Le premier hiver de ma vie aura été très rigoureux.

Ma mère nous garde au chaud et elle n'oubliera jamais cet hiver, sans aucun doute.

Un matin à la boulangerie, pas très loin de la maison, on lui laisse entendre que si je ne sors pas, c'est parce que je suis anormal.

(Nous qui vivons en 2010, nous ne pouvons pas nous rendre compte. Les années 70 sont les dernières où le poids du qu'en dira-t-on est si lourd qu'on le porte comme un joug, qu'on s'y soumet et qu'on est obligé de faire avec.)

Comment ça, anormal ?

La personne qui discute avec elle lui dit que oui, c'est votre belle-sœur qui nous l'a dit.

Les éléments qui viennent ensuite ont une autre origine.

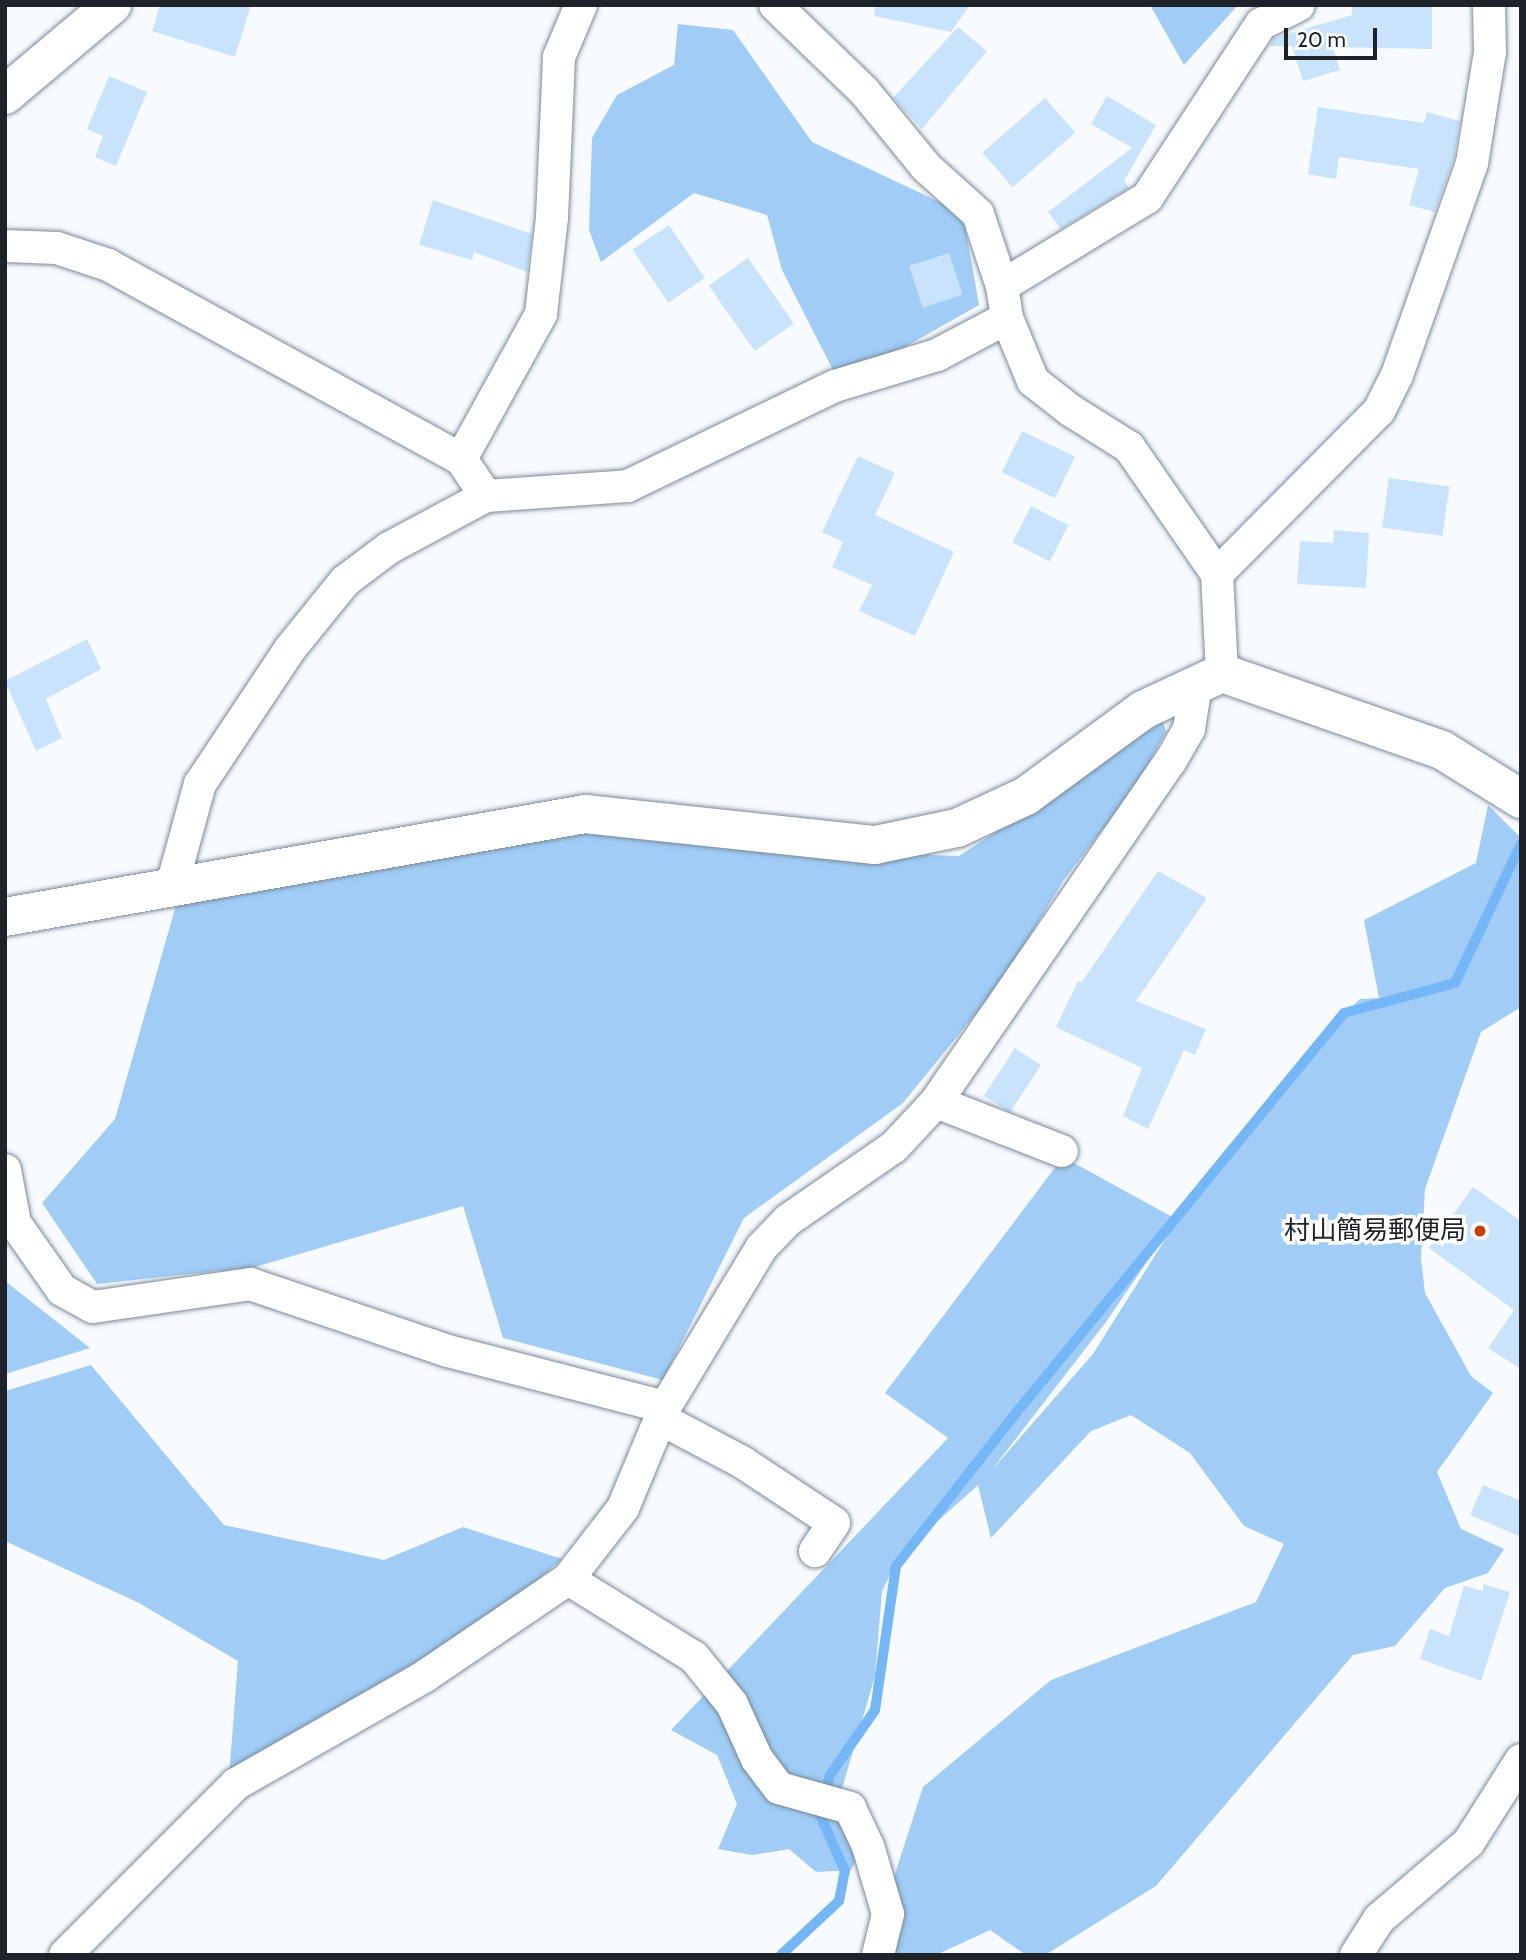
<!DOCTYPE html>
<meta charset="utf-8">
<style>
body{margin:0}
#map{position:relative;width:1526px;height:1960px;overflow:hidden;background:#f7fafe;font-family:Cabin,"Noto Sans JP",sans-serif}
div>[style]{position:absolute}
.green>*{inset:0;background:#a0ccf6}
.stream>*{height:10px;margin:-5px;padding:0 5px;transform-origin:5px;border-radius:5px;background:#74b6f6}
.building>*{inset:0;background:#c9e3fd;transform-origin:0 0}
.roads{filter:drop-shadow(0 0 2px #7a8997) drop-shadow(0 0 2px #7a8997)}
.street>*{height:32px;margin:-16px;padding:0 16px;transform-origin:16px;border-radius:16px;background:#fff}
.secondary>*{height:38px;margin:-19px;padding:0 19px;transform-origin:19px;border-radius:19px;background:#fff}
.dots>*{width:19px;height:19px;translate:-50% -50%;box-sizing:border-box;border:4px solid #fff;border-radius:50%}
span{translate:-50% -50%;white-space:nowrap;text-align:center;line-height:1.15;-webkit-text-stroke:7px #fff;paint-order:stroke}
.poi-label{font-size:26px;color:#1e2329}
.right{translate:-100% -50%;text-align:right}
.frame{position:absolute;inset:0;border:7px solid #1e2329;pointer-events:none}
.scale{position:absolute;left:1284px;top:28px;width:93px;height:32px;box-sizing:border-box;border:4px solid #1e2329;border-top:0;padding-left:9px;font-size:21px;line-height:24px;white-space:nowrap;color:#1e2329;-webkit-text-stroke:5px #fff;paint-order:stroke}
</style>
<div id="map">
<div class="green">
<div style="clip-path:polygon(1150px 5px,1238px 5px,1184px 65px)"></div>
<div style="clip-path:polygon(678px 24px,733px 30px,812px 142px,963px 213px,979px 305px,875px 364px,833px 370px,782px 270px,767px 215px,694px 193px,601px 262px,589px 230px,592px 138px,617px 95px,674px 65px)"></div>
<div style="clip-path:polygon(1163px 721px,1166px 732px,1135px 787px,1063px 881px,1003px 980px,903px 1103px,744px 1218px,663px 1380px,503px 1338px,463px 1206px,255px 1267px,97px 1284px,42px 1203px,115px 1119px,176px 905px,594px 829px,811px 851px,959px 856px)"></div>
<div style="clip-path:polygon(1488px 805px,1521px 838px,1521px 1007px,1481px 1032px,1425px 1189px,1421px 1258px,1425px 1293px,1471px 1376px,1493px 1393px,1437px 1472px,1461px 1529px,1504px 1549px,1488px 1573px,1445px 1588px,1395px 1646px,1353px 1655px,1156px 1886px,1045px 1955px,1026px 1955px,990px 1930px,936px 1955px,896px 1955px,885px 1905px,923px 1787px,1051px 1680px,1256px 1602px,1284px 1544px,1244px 1526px,1190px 1453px,1131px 1415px,1091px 1431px,991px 1538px,978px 1485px,900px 1555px,882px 1591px,875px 1676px,839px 1799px,866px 1842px,851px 1870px,816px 1872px,789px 1849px,752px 1855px,718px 1849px,737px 1804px,717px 1755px,671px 1730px,948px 1438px,885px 1393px,1063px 1157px,1176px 1219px,1106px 1322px,991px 1471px,1093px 1354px,1183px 1211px,1238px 1143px,1340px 1019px,1360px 999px,1379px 998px,1364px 920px,1476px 863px)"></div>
<div style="clip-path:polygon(5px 1281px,90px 1348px,5px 1374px)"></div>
<div style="clip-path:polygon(91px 1365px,224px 1525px,384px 1560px,463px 1527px,562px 1559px,483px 1627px,229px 1776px,238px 1661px,139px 1603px,5px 1541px,5px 1391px)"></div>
</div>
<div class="stream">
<div style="left:781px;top:1955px;width:79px;rotate:-43deg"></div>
<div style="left:839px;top:1901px;width:31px;rotate:-79deg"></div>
<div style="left:845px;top:1871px;width:61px;rotate:-114.1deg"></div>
<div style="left:820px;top:1815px;width:41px;rotate:-76deg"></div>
<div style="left:830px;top:1775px;width:79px;rotate:-55.3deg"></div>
<div style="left:875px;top:1710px;width:146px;rotate:-81.7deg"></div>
<div style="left:896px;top:1566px;width:194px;rotate:-51.9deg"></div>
<div style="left:1016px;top:1413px;width:517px;rotate:-50.65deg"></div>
<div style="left:1344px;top:1013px;width:115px;rotate:-15.1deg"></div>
<div style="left:1455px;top:983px;width:154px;rotate:-64.6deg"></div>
</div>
<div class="building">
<div style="clip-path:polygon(160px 5px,251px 5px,235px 57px,152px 31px)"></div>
<div style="clip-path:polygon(875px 5px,970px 5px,951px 32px,874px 16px)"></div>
<div style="clip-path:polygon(1352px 5px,1432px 5px,1432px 49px,1333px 47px,1340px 70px,1303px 81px,1292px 46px,1269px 46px,1274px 38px,1352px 15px)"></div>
<div style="clip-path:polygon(958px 27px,987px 51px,922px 129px,893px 98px)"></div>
<div style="clip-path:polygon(109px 76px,147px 92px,116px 166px,95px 157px,103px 136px,87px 129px)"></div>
<div style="clip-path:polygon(1107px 96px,1156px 125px,1124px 181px,1129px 188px,1061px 229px,1048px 212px,1132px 148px,1091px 124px)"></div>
<div style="left:1045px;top:98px;width:46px;height:83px;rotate:49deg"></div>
<div style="clip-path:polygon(1318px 107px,1424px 123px,1427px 112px,1460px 121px,1454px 158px,1435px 212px,1409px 205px,1419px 169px,1339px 157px,1336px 179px,1308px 174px)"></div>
<div style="clip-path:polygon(433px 200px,532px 234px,527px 272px,474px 252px,472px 260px,419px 245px)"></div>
<div style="left:669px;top:225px;width:64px;height:44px;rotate:56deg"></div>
<div style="left:949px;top:253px;width:44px;height:42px;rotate:72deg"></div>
<div style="left:748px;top:258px;width:80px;height:48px;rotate:55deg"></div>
<div style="left:1022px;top:431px;width:59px;height:46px;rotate:26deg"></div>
<div style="clip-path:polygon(858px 456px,895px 473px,875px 515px,954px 552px,915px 636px,859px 611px,872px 585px,832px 567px,843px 542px,822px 532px)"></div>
<div style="left:1389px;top:478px;width:61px;height:50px;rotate:8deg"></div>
<div style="left:1031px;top:506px;width:42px;height:41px;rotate:27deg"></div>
<div style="clip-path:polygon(1334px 530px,1369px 533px,1366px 588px,1297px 584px,1300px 541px,1333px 543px)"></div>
<div style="clip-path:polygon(87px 639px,101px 669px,46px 699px,62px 738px,36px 751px,5px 681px)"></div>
<div style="clip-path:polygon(1158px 871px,1207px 898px,1136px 1001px,1206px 1029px,1195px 1055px,1184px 1050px,1148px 1129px,1123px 1116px,1142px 1068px,1056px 1027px,1078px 981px,1081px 983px)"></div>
<div style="left:1015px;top:1048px;width:31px;height:57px;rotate:33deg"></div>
<div style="clip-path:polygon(1473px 1187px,1521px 1221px,1521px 1369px,1488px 1348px,1514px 1310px,1429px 1248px)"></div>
<div style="clip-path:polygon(1483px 1485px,1521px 1501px,1521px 1537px,1470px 1515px)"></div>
<div style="clip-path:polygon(1483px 1584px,1510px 1592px,1481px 1681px,1420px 1659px,1430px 1629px,1449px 1636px,1464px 1586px,1483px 1591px)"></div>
</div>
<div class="roads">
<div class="street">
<div style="left:775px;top:5px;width:124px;rotate:44deg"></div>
<div style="left:864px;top:91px;width:98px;rotate:50.8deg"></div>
<div style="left:926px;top:167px;width:70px;rotate:42.1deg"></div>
<div style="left:978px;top:214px;width:76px;rotate:71.6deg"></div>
<div style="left:1002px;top:286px;width:32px;rotate:81deg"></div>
<div style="left:1007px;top:318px;width:68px;rotate:67.6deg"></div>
<div style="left:1033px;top:381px;width:47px;rotate:38.1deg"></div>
<div style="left:1070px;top:410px;width:70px;rotate:32.1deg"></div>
<div style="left:1129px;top:447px;width:155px;rotate:55.3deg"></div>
<div style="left:1217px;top:574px;width:99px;rotate:87.1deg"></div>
<div style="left:5px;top:246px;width:52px;rotate:2.2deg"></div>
<div style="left:57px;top:248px;width:54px;rotate:18.4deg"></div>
<div style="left:108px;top:265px;width:403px;rotate:28.8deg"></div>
<div style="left:461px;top:459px;width:45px;rotate:56deg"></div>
<div style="left:1002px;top:286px;width:170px;rotate:-31.3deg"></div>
<div style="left:1147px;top:198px;width:208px;rotate:-56.8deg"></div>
<div style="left:1261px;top:24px;width:42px;rotate:-26.6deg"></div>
<div style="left:461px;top:459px;width:166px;rotate:-61.1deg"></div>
<div style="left:541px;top:314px;width:97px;rotate:-83.5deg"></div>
<div style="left:552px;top:218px;width:161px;rotate:-87.5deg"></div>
<div style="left:559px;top:57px;width:56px;rotate:-67.1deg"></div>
<div style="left:1217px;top:574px;width:230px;rotate:-45.2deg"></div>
<div style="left:1379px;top:411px;width:40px;rotate:-63.4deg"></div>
<div style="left:1397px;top:375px;width:225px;rotate:-70.5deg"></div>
<div style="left:1472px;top:163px;width:112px;rotate:-80.8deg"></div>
<div style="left:1490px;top:52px;width:47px;rotate:-91.2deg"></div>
<div style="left:171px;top:889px;width:109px;rotate:-74.6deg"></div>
<div style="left:200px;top:784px;width:162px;rotate:-56.3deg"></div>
<div style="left:290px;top:649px;width:87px;rotate:-51deg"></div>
<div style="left:345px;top:581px;width:55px;rotate:-36.9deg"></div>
<div style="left:389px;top:548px;width:110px;rotate:-28.2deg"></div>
<div style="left:486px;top:496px;width:142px;rotate:-4deg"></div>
<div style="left:628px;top:486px;width:230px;rotate:-25.8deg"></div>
<div style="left:835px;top:386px;width:107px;rotate:-16.9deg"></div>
<div style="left:937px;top:355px;width:79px;rotate:-27.9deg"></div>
<div style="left:936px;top:1102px;width:135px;rotate:21.3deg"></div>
<div style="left:5px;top:1170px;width:54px;rotate:79.3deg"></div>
<div style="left:15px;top:1223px;width:82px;rotate:55deg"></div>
<div style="left:62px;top:1290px;width:35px;rotate:29deg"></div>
<div style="left:93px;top:1307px;width:159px;rotate:-8.3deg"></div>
<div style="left:250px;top:1284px;width:209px;rotate:18.7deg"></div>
<div style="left:448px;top:1351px;width:224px;rotate:14.5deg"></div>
<div style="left:661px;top:1419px;width:92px;rotate:28deg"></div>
<div style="left:742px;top:1462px;width:110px;rotate:33.5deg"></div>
<div style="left:834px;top:1523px;width:34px;rotate:124deg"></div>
<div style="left:568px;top:1579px;width:148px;rotate:31.8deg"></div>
<div style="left:694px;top:1657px;width:60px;rotate:51deg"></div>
<div style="left:732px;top:1704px;width:60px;rotate:65.6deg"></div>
<div style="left:757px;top:1759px;width:36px;rotate:53deg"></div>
<div style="left:779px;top:1788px;width:74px;rotate:15.7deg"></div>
<div style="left:850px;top:1808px;width:42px;rotate:64.7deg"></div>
<div style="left:868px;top:1846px;width:71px;rotate:73.6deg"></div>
<div style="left:888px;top:1914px;width:42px;rotate:103.7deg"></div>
<div style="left:65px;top:1955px;width:242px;rotate:-45deg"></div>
<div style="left:236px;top:1784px;width:218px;rotate:-29.7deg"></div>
<div style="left:425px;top:1676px;width:173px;rotate:-34.1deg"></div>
<div style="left:568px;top:1579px;width:90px;rotate:-52.2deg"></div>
<div style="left:623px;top:1508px;width:109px;rotate:-67.4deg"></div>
<div style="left:665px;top:1407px;width:187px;rotate:-58.8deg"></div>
<div style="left:762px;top:1247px;width:37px;rotate:-46deg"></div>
<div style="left:788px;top:1220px;width:129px;rotate:-34.6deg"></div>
<div style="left:894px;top:1147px;width:62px;rotate:-47deg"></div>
<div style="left:936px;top:1102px;width:413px;rotate:-55.5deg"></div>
<div style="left:1170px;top:762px;width:38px;rotate:-60deg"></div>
<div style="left:1189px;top:729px;width:45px;rotate:-81deg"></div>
<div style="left:1356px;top:1955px;width:43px;rotate:-57.4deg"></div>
<div style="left:1379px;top:1919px;width:118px;rotate:-40.5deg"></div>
<div style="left:1469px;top:1842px;width:97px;rotate:-57.6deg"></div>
</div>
<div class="secondary">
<div style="left:5px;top:95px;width:140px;rotate:-40.1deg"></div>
<div style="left:5px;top:917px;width:589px;rotate:-10.07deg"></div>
<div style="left:585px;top:814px;width:292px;rotate:6.1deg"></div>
<div style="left:875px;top:845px;width:84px;rotate:-11.7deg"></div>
<div style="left:957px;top:828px;width:76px;rotate:-24.9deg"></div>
<div style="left:1026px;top:796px;width:145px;rotate:-36.3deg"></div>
<div style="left:1143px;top:710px;width:87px;rotate:-25.1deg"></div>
<div style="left:1222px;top:673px;width:233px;rotate:19.3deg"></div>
<div style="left:1442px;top:750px;width:93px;rotate:31.8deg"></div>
</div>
</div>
<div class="dots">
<div style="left:1480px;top:1231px;background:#c53f00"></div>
</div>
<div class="poi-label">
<span class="right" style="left:1466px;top:1231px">村山簡易郵便局</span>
</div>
<div class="frame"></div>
<div class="scale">20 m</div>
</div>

Vous avez bien lu : ma propre tante colporte ce genre d'ignominies.

Je n'ai évidemment aucun espèce de souvenir de la scène, mais ma mère l'a raconté tant de fois que je crois l'y voir. En furie, elle rentre chez nous, me couvre, et m'amène dans le landau jusqu'à la boulangerie : "Pas normal, mon fils ? Pas normal ?"

Des années plus tard, dans ma fratrie, nous surnommerons cette tante Folcoche ; va savoir pourquoi, on la trouvait méchante.